## GOAL OF THE EXERCISE
The answer should consist of each line from the data below that includes "labels".

## DATA RECORDS
——
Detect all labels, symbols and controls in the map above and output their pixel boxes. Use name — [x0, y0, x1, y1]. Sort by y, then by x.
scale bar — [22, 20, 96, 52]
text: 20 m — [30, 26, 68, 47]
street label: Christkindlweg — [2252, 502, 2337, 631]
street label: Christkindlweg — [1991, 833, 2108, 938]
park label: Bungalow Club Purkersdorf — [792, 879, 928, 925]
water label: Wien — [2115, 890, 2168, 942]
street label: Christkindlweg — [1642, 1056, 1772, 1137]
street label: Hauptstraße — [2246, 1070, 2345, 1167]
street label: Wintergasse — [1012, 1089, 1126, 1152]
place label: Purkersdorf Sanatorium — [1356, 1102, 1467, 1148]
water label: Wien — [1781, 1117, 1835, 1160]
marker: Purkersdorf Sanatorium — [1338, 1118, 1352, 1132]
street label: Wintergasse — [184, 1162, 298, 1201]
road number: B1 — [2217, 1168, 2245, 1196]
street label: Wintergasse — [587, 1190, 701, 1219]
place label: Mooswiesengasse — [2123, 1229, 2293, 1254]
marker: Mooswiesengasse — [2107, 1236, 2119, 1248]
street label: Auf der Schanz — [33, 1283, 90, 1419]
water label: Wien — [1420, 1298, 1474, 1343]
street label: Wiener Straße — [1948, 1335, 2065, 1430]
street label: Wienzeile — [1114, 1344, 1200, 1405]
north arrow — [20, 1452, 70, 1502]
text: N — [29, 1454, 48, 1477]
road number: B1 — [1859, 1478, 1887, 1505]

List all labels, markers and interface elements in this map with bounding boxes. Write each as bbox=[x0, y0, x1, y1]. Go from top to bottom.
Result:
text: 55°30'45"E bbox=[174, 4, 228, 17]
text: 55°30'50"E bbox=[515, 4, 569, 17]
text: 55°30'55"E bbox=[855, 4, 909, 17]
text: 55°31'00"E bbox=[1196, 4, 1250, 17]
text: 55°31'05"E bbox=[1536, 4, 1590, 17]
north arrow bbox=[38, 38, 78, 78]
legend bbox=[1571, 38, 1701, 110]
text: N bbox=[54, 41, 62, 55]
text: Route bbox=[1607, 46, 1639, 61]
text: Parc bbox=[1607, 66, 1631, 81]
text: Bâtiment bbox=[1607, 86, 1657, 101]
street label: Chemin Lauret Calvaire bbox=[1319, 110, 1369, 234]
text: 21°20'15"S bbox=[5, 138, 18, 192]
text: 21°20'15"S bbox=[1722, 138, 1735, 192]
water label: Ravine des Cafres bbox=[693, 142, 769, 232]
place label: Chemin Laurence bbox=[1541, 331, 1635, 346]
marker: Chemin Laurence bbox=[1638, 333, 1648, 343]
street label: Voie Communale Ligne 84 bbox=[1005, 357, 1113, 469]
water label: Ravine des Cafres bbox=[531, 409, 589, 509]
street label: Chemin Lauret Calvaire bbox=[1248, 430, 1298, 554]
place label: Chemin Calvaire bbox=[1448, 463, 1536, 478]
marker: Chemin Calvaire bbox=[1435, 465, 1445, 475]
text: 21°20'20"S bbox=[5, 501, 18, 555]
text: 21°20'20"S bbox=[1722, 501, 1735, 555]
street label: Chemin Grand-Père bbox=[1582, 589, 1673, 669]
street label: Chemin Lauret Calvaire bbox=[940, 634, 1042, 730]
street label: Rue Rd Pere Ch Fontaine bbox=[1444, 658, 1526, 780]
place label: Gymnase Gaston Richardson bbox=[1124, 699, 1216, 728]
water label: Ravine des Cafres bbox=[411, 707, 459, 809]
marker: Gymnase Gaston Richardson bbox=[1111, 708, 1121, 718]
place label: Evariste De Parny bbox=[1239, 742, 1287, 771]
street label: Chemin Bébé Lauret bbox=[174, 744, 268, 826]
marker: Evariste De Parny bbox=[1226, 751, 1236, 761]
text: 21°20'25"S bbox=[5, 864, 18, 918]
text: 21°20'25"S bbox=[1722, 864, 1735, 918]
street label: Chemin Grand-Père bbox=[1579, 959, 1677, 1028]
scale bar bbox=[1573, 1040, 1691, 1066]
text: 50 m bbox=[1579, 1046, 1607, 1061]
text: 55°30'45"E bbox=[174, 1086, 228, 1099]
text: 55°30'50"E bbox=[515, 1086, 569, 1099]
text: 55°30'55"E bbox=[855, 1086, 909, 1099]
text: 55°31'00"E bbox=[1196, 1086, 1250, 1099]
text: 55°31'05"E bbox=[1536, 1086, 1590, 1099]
——
## FINISHED TASK
Detect all labels, symbols and controls in the map above and output their pixel boxes. Use name — [x0, y0, x1, y1]. Sort by y, then by x.
List all labels, markers and interface elements in this map with bounding boxes. Write each as bbox=[x0, y0, x1, y1]. Go from top to bottom.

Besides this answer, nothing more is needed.